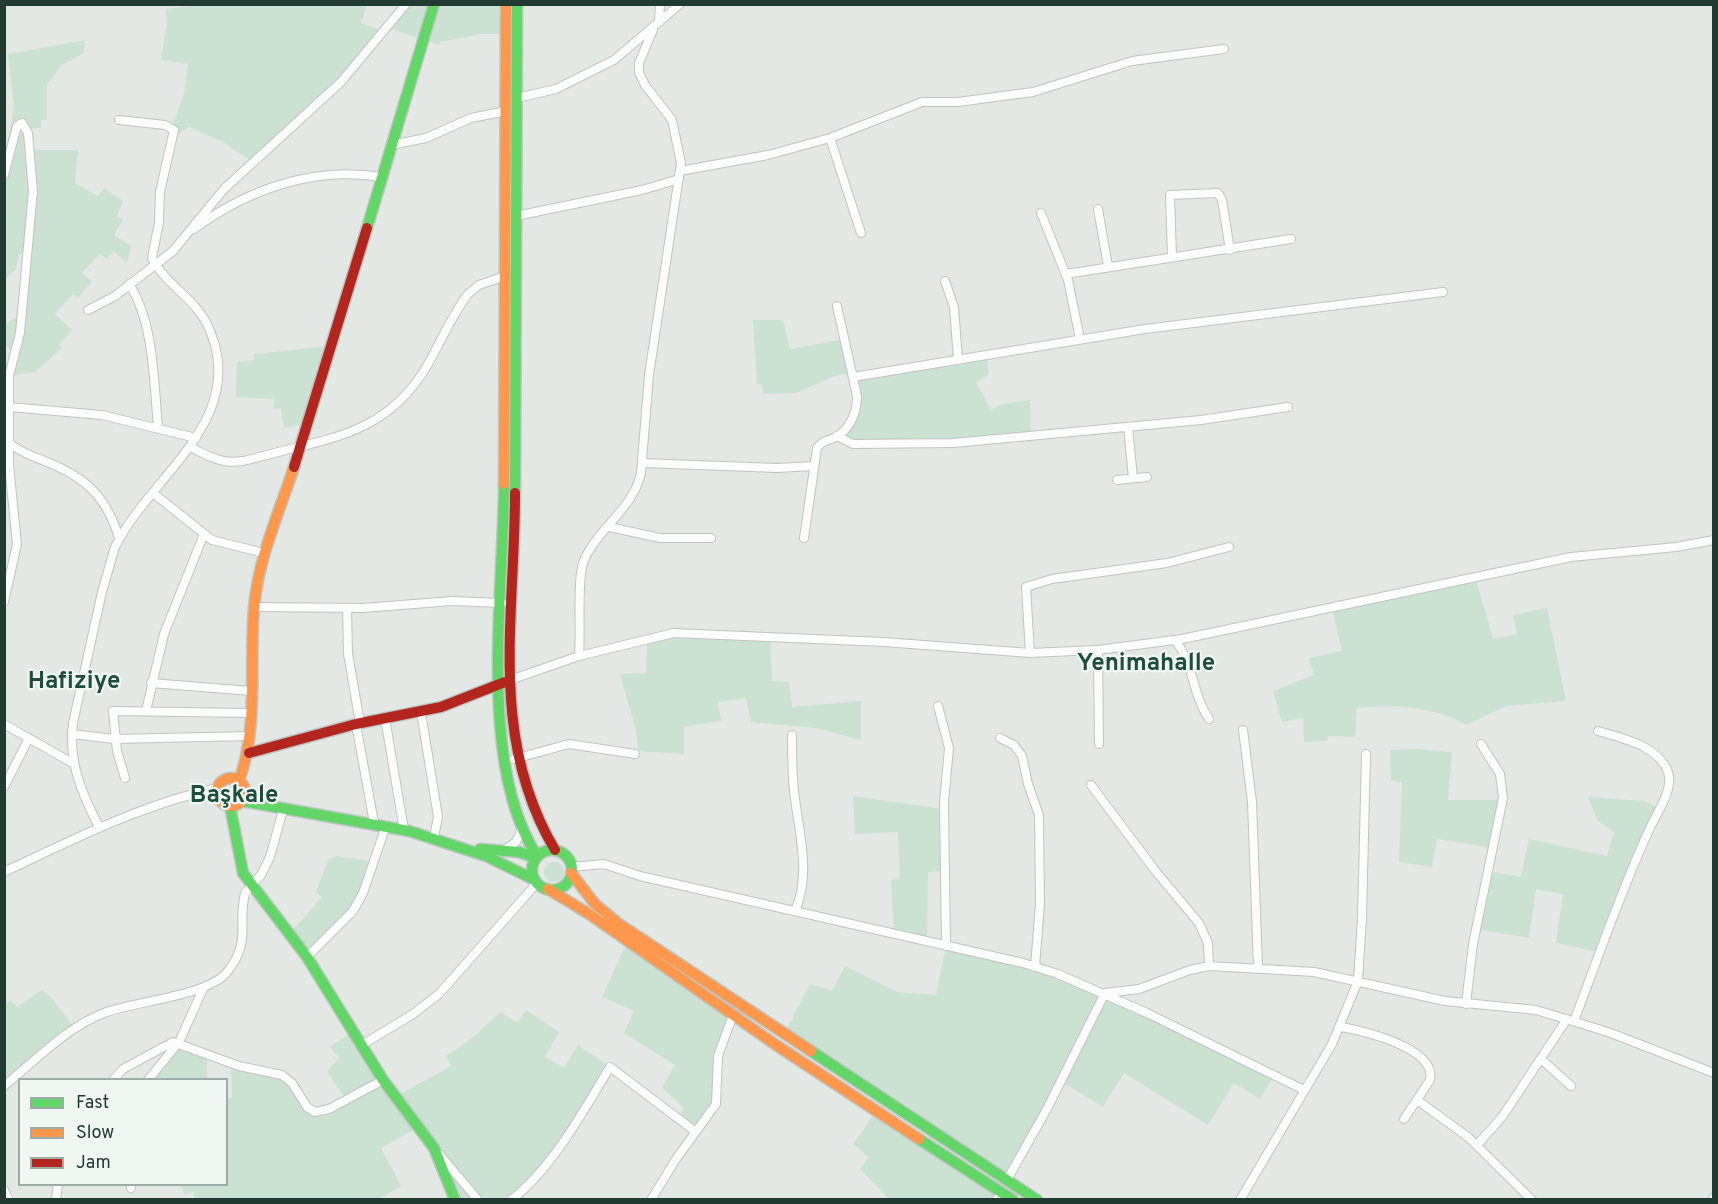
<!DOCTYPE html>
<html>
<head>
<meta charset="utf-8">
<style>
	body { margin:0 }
	#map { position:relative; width:1718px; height:1204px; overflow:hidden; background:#e3e8e5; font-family:Overpass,sans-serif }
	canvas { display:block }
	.frame { position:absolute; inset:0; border:6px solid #213b32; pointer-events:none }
	.legend { position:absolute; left:18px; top:1078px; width:210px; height:108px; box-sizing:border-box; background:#f0f7f3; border:2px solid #9daca6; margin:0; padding:8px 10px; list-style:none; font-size:18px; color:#213b32 }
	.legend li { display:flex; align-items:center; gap:12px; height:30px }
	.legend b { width:30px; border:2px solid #9daca6 }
</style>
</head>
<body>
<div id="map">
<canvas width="1718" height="1204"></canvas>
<div class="frame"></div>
<ul class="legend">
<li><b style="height:8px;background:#63d668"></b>Fast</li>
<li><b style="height:8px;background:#ff974d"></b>Slow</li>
<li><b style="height:8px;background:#b3261e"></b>Jam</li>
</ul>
</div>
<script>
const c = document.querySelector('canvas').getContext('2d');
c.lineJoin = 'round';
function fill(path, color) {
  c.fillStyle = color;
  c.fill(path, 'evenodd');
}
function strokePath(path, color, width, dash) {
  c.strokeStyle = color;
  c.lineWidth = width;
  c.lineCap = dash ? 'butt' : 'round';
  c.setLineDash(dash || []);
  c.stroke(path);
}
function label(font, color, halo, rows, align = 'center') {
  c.font = font + ' Overpass,sans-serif';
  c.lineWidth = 4.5;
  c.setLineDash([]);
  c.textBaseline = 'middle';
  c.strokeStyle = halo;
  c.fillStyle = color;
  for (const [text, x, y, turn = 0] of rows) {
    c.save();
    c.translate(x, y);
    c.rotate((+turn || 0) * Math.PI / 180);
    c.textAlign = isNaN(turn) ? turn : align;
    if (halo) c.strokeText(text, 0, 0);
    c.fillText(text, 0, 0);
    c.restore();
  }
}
fill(new Path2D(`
	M204,4L367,5L361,23L385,32L360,61L253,162L221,141L189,127L174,136L172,127L184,94L188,64L161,60L167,22L166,9Z
	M406,5H506V34H482L440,42L439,45L388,28Z
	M85,40L84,53L62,65L47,84V120H41V128L27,129L31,150H78L75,183L98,196L104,188L123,201L117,216L123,220L114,235L131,246L127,263L114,251L107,259L100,254L82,273L92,282L78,298L73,294L55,314L72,330L59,345L62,348L35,372L9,376L14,355L5,344V324L21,314L27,254H19L16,269L5,280V156L14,109L8,54Z
	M753,320H783L790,349L845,339L852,372L832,377L796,393L763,394L762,384H757Z
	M330,346L308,423L284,428L281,408L273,409L274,399L236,397L237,362L254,360V354Z
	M987,356L989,374L976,382L991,410L1002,404L1030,400L1031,437L849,443L842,432L855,414L853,377Z
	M1475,576L1493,639L1517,634L1513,615L1547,608L1566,701L1506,706L1466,725C1434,706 1393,704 1357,708L1355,737L1328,736L1327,741L1304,742L1303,718L1282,722L1273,691L1314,675L1309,658L1342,651L1332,607Z
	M674,633L770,639L772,681L789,682L792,707L861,701V740L816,728L751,722L746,698L718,702L721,721L684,727V754L638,751L636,731L620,674L646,673L647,639Z
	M1417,749L1452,752L1448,800H1503L1494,848L1437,839L1432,867L1399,862L1402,782L1391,781L1390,750Z
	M853,796L944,809L945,871L928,872L927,941L894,934L891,880L900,879L898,832L855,834Z
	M1588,797L1643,801L1660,807L1600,952L1556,943L1563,894L1536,889L1529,938L1477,929L1489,871L1521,877L1529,839L1607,856L1614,832L1598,821Z
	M336,856L374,862L353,911L307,957L290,933L322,897L316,892L328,860Z
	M544 872a10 10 0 1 1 20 0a10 10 0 1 1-20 0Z
	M627,942L733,1015L724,1037L717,1098L696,1132L678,1118L684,1108L662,1087L675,1065L624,1033L634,1011L602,997Z
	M946,946L1058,974L1274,1075L1260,1099L1234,1083L1208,1125L1124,1073L1103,1107L1061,1081L1007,1180L784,1034L810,984L832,991L845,966L897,992L936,995Z
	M42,990L51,997L75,1029L5,1086V1003L11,1000L17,1007Z
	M526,1010L559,1032L545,1057L564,1068L578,1045L610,1067L573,1126L520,1191L526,1199H455L450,1183L417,1128L381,1148L401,1186L380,1199H195L193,1192L184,1194L182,1185L226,1184V1098H232L231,1064L278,1074L315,1112L346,1099L328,1074V1070L339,1058L330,1047L354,1031L395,1097L451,1066L446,1056L475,1036L500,1012L517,1023Z
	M178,1044L207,1056V1079L148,1080Z
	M878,1109L1013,1199H889L860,1169L869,1157L853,1144Z`), '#cbe1d1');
const street = new Path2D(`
	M659,22L660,4
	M517,98L556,89L614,60L680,4
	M830,138L861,233
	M391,145L426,138L471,118L506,111
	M680,171L768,155L830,138L922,102H958L1033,92L1132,61L1224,49
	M4,175L17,126L22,123L28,133L33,191L20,333L9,376V465L17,544L4,602
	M1098,209L1108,266
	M1041,213L1068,280L1080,339
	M516,216L642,190L679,179
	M194,229C248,189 315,166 381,177
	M1172,257L1170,195L1218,193L1222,200L1230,250
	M1066,274L1291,239
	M945,281L954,307L958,360
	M129,284C154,321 154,384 158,428
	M88,310L115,296L173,251L224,189L341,82L406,4
	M853,377L1145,329L1443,292
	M9,407L102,415L196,438
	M1128,427L1133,478
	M837,436L853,444L954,443L1201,420L1288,407
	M9,443C21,453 33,456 47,462C87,478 107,498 119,538
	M191,447C232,471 240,461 282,451C346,436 392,425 427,366C441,341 451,317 468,294L479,285L505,276
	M642,463L777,468L813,466
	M1117,480L1147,477
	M153,493L212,540L264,553
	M609,527L660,538H711
	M804,538L817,448C822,441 826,441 834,438C850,430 857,413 857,396L837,306
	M254,607L363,608L452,601L502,603
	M347,608L348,654L360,723
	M1175,640C1194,664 1192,694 1209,719
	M1098,650L1099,744
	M1030,653L1026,587L1052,579L1167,563L1229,547
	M579,656C581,632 577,581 583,563C596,529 633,510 641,473L649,375L681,163L672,120L645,85L639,73V63L653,30
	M510,680L579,656L674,633L884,642L1030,653L1098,650L1182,639L1571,557L1676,547L1714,540
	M151,683L251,691
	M938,706L949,748L944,802L946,946
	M146,711L164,634L204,534
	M421,712L438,817L434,837
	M385,718L404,830
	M4,724L74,764
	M356,724L374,823
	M1243,730L1252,802L1258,967
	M72,734L114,739L250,736
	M792,735C792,753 792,772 794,791C798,829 812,874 795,911
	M1000,738L1014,745L1022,756L1028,784L1039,815L1040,903L1035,967
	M514,759L569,744L635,754
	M125,778L117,751L113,711L250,713
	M1091,785L1157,873L1199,923L1208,943L1209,966
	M4,787L29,738
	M99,827C82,794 68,762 73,723L102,592L115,547L124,531C162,469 250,412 207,324C194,298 165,284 152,258L159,222L160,192L174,130L165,125L119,120
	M504,850L516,842L522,829
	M571,867L604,864L640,876L1023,963L1058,974L1147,1013L1304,1090
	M4,872C74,839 143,804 218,788
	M307,957L353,911L363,893L386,826
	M1466,1004L1473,944L1503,798L1500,774L1481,744
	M1574,1021C1599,956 1621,890 1650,828C1657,813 1674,789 1668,772C1658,745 1621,738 1598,731
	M1340,1027C1362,1030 1437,1048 1430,1080L1404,1119
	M362,1045L413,1014L439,994L537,883
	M1541,1059L1571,1086
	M113,1080L123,1069L173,1042L239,1066L282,1075L292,1083L307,1107L315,1112L329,1109L383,1080
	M148,1080L179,1042L203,989
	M4,1086C35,1061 67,1027 104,1013C135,1001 210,996 228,971C252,939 237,926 245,893L261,875L270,857L283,810
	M1417,1100L1468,1137L1532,1200
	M1477,1145L1502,1117L1567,1019
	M440,1155L478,1200
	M1007,1180L1047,1109L1105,993L1139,989L1190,970L1209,966L1314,972L1445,1001L1536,1010L1608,1032L1714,1073
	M131,1184V1188
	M4,1190L9,1200
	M56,1200L58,1184
	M511,1200C552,1169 584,1110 610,1067L696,1132
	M651,1200L676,1159L716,1104L718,1056L733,1015
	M996,1200L1003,1193
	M1240,1200L1332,1044L1358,981L1362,918L1366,754
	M1712,1200L1714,1197`);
const fast = new Path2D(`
	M367,228L434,4
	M504,484C504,592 477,764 537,856
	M515,493L517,4
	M242,801L409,831L486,856L535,880
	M230,806L243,873L307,957L383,1080L434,1148L455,1200
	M480,849L519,852L536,858
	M532 870a20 20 0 1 1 40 0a20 20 0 1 1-40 0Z
	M811,1051L1037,1200
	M919,1139L1013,1200`);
const slow = new Path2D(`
	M504,484L506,4
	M217 792a14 14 0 1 1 28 0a14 14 0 1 1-28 0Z
	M239,781C259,726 249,665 254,608C258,559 279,513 294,467
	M571,873L595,904L619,924L811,1051
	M548,889L589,914L776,1045L919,1139`);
const jam = new Path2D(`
	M294,467L367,228
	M515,493C515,617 488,737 555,850
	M249,753L356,724L441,707L505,682`);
strokePath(street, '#c0c5c2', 10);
strokePath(fast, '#bec6c2', 13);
strokePath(slow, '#bec6c2', 13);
strokePath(jam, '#bec6c2', 13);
strokePath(street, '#fbfcfb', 8);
strokePath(fast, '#63d668', 10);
strokePath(slow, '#ff974d', 10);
strokePath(jam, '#b3261e', 10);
label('bold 24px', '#1d4d3e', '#f0f7f3', [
	["Yenimahalle",1146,665],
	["Hafiziye",74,683],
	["Başkale",234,797]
]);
</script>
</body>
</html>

### Requirement
Copy, character for character, the lines from the line that holds "M131,1184V1188" through the final line of the records above.

### Reply to the exercise
	M131,1184V1188
	M4,1190L9,1200
	M56,1200L58,1184
	M511,1200C552,1169 584,1110 610,1067L696,1132
	M651,1200L676,1159L716,1104L718,1056L733,1015
	M996,1200L1003,1193
	M1240,1200L1332,1044L1358,981L1362,918L1366,754
	M1712,1200L1714,1197`);
const fast = new Path2D(`
	M367,228L434,4
	M504,484C504,592 477,764 537,856
	M515,493L517,4
	M242,801L409,831L486,856L535,880
	M230,806L243,873L307,957L383,1080L434,1148L455,1200
	M480,849L519,852L536,858
	M532 870a20 20 0 1 1 40 0a20 20 0 1 1-40 0Z
	M811,1051L1037,1200
	M919,1139L1013,1200`);
const slow = new Path2D(`
	M504,484L506,4
	M217 792a14 14 0 1 1 28 0a14 14 0 1 1-28 0Z
	M239,781C259,726 249,665 254,608C258,559 279,513 294,467
	M571,873L595,904L619,924L811,1051
	M548,889L589,914L776,1045L919,1139`);
const jam = new Path2D(`
	M294,467L367,228
	M515,493C515,617 488,737 555,850
	M249,753L356,724L441,707L505,682`);
strokePath(street, '#c0c5c2', 10);
strokePath(fast, '#bec6c2', 13);
strokePath(slow, '#bec6c2', 13);
strokePath(jam, '#bec6c2', 13);
strokePath(street, '#fbfcfb', 8);
strokePath(fast, '#63d668', 10);
strokePath(slow, '#ff974d', 10);
strokePath(jam, '#b3261e', 10);
label('bold 24px', '#1d4d3e', '#f0f7f3', [
	["Yenimahalle",1146,665],
	["Hafiziye",74,683],
	["Başkale",234,797]
]);
</script>
</body>
</html>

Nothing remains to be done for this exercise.